Huawei to fix shattered screens free in Mate 9, P10, P10 Plus

We’ve all seen the broken iPhone, an image that for some is a day-to-day reminder of a horrible moment in time. Now Huawei is offering a free fix, but you’ll need a recent Huawei if you want it.

Broken screens are becoming a bit of a norm in today’s world, and you see them everywhere you look. Quite common on owners of the iPhone, replacing a screen costs real money, and is rarely included as part of a warranty.

There’s an argument to be made that a phone made for handling in every day life should include an element of wear and tear, but there’s another that can say protection is what cases and screen protectors are for, and just like how if you smash up a part of your car, the car manufacturer expects you to pay to return the car back to pristine condition.

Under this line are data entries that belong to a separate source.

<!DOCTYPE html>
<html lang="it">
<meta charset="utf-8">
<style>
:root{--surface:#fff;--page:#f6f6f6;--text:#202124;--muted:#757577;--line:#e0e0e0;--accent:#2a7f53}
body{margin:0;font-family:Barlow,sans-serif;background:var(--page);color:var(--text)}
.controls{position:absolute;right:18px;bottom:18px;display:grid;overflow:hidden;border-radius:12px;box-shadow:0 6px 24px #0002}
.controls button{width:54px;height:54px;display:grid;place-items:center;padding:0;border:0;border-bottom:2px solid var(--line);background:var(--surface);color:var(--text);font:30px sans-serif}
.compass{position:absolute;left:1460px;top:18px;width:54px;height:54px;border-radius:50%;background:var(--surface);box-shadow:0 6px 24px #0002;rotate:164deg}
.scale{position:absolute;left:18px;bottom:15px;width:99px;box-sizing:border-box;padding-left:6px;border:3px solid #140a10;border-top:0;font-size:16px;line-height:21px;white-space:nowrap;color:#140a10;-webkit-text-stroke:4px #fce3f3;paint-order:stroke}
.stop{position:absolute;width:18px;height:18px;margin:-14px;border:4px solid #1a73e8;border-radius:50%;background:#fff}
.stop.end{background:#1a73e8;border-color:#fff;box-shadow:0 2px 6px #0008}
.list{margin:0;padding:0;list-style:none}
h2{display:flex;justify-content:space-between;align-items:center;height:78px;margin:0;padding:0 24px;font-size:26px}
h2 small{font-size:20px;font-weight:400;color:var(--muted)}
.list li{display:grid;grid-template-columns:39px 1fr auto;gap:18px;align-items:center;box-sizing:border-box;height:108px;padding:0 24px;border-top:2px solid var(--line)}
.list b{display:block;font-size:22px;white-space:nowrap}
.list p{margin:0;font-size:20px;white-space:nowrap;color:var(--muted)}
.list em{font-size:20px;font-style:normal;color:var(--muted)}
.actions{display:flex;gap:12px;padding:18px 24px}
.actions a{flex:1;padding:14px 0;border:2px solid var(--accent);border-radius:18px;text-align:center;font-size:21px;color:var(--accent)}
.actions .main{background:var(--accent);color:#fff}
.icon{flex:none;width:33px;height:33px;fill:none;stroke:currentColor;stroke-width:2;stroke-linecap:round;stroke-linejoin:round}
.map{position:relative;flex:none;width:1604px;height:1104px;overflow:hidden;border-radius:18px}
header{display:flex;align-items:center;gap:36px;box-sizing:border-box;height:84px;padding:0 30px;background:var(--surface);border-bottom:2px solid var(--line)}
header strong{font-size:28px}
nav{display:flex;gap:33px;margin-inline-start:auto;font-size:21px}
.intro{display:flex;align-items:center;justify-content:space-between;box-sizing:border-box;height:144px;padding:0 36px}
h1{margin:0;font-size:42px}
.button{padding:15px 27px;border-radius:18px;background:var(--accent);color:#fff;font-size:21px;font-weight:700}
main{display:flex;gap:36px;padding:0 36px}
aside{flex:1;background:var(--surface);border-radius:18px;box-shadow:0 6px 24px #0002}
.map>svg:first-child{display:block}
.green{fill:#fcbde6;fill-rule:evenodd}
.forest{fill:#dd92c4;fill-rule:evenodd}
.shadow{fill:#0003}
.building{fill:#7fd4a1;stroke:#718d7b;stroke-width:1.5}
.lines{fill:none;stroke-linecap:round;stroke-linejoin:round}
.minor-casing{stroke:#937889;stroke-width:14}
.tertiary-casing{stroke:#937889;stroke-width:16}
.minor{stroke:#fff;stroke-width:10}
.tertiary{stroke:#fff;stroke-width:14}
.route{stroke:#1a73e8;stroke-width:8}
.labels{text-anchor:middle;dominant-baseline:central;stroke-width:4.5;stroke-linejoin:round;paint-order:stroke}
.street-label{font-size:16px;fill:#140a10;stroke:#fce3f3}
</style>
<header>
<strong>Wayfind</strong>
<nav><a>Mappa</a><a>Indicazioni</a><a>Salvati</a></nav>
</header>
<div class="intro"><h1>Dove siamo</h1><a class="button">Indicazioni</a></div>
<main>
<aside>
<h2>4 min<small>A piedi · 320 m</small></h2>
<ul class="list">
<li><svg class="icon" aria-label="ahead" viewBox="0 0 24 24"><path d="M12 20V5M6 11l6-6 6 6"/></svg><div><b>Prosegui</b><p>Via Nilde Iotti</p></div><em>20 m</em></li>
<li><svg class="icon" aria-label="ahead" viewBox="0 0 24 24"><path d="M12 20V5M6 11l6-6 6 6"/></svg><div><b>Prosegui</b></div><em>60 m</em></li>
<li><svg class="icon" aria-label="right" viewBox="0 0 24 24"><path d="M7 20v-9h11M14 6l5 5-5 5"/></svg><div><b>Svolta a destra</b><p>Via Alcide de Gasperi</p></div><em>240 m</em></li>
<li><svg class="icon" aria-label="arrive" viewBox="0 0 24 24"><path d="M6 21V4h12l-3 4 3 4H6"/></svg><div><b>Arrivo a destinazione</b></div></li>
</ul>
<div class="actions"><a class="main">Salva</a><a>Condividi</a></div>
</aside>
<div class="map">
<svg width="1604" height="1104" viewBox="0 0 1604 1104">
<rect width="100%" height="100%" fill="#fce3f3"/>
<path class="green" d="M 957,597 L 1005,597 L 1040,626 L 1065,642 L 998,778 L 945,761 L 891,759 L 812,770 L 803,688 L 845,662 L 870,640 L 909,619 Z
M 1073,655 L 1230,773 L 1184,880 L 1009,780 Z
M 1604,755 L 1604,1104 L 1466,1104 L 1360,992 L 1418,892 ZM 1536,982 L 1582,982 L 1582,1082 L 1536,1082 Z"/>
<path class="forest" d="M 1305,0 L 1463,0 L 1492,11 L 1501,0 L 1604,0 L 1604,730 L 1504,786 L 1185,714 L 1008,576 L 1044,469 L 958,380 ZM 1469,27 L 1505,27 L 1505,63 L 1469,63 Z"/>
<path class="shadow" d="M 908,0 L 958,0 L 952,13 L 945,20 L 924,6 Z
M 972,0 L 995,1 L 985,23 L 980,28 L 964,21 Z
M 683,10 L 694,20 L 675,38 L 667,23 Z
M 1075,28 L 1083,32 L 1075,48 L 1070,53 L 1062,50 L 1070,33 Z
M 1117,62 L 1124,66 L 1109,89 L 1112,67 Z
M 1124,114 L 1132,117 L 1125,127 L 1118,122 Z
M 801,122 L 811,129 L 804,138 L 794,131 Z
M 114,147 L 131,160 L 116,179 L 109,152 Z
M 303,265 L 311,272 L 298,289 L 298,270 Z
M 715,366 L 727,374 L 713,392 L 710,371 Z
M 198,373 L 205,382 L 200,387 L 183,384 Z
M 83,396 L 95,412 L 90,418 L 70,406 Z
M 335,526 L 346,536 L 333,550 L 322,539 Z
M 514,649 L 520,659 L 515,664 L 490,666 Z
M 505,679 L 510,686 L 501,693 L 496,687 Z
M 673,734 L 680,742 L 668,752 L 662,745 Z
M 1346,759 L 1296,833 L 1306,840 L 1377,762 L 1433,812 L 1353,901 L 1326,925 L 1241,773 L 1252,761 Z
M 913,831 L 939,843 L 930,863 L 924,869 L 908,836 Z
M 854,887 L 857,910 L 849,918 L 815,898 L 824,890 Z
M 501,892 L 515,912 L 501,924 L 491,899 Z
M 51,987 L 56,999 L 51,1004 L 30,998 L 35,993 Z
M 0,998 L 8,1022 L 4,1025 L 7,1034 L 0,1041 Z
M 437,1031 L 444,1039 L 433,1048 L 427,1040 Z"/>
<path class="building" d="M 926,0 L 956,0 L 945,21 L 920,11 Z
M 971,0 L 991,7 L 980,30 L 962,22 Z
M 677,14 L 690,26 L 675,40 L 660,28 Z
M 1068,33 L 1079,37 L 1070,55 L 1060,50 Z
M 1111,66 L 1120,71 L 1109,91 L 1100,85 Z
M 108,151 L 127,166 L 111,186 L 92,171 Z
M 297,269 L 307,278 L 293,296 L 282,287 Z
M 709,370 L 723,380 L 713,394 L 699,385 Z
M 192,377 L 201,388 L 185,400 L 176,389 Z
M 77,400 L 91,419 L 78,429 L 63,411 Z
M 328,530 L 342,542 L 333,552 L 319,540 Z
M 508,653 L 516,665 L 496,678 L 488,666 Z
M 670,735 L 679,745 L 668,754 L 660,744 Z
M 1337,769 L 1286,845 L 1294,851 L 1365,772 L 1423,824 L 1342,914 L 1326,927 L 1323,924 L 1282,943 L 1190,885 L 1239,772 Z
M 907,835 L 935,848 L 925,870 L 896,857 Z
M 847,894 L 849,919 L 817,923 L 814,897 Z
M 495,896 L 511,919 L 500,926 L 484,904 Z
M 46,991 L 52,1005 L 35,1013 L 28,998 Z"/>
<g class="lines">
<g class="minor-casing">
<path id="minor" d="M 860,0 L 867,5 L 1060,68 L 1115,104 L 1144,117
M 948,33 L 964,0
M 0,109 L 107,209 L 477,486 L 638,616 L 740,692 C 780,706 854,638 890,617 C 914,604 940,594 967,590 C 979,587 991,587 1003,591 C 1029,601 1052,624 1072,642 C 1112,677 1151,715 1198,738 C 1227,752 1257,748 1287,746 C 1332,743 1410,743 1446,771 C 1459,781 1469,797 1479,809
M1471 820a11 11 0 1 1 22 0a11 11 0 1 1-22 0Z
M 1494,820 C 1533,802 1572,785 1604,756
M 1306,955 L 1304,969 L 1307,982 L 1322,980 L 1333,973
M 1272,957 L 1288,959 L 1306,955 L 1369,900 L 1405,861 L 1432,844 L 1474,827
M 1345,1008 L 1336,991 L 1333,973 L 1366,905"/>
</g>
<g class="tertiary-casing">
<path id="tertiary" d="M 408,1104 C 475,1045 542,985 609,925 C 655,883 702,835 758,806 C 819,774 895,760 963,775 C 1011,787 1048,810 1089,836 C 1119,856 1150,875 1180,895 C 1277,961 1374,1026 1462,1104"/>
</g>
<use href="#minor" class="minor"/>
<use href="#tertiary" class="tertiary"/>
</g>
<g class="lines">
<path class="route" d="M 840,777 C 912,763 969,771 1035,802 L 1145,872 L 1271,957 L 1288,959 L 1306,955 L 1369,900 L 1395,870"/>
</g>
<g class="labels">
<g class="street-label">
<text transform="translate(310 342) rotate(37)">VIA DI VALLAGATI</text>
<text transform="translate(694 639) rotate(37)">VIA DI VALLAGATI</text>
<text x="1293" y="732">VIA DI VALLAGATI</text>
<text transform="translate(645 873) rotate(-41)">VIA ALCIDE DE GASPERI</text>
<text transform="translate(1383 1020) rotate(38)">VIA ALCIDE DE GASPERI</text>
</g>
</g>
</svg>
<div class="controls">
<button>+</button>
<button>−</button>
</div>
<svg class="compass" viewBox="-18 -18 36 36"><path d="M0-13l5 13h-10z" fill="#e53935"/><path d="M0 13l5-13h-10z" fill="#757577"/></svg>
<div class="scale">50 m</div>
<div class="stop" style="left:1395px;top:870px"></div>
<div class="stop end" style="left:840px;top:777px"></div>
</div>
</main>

However, not all phone manufacturers agree with the expectation of forking out money to replace a screen.

In what is very likely to be an appeal to get more people to come over to see the way Huawei does things, Huawei is offering a promise to all of its premium phones, not just the mid-range options: break the screen in the space of the first three months of purchase and Huawei will fix it for you.

The phones this screen promise applies to are pretty top-end, and include the already available Mate 9, and the upcoming P10 and P10 Plus with one free screen replacement from cracks or breaks resulting in a restored screen within three to five working days of submission.

The catches on this program are pretty obvious and have already been noted, specifically that they’re on three devices in Huawei’s range and you have to break the screen — but please try not to — in the first three months. We’re not going to suggest people go out and break their phone screens, as that’s just crazy, but if you do on the Mate 9, P10, or P10 Plus, those first three months are crucial, because otherwise you’ll be up for the bill yourself (and that’s if you even bother to replace it, which most don’t).

Huawei’s promise, despite being limited to only a handful of devices in only a handful of time, is still unique, and something we wish more manufacturers would embrace, if only to get across the message that as good as Corning’s Gorilla Glass is, it’s still not drop resistant, though it is getting there bit by bit by little smashed bit.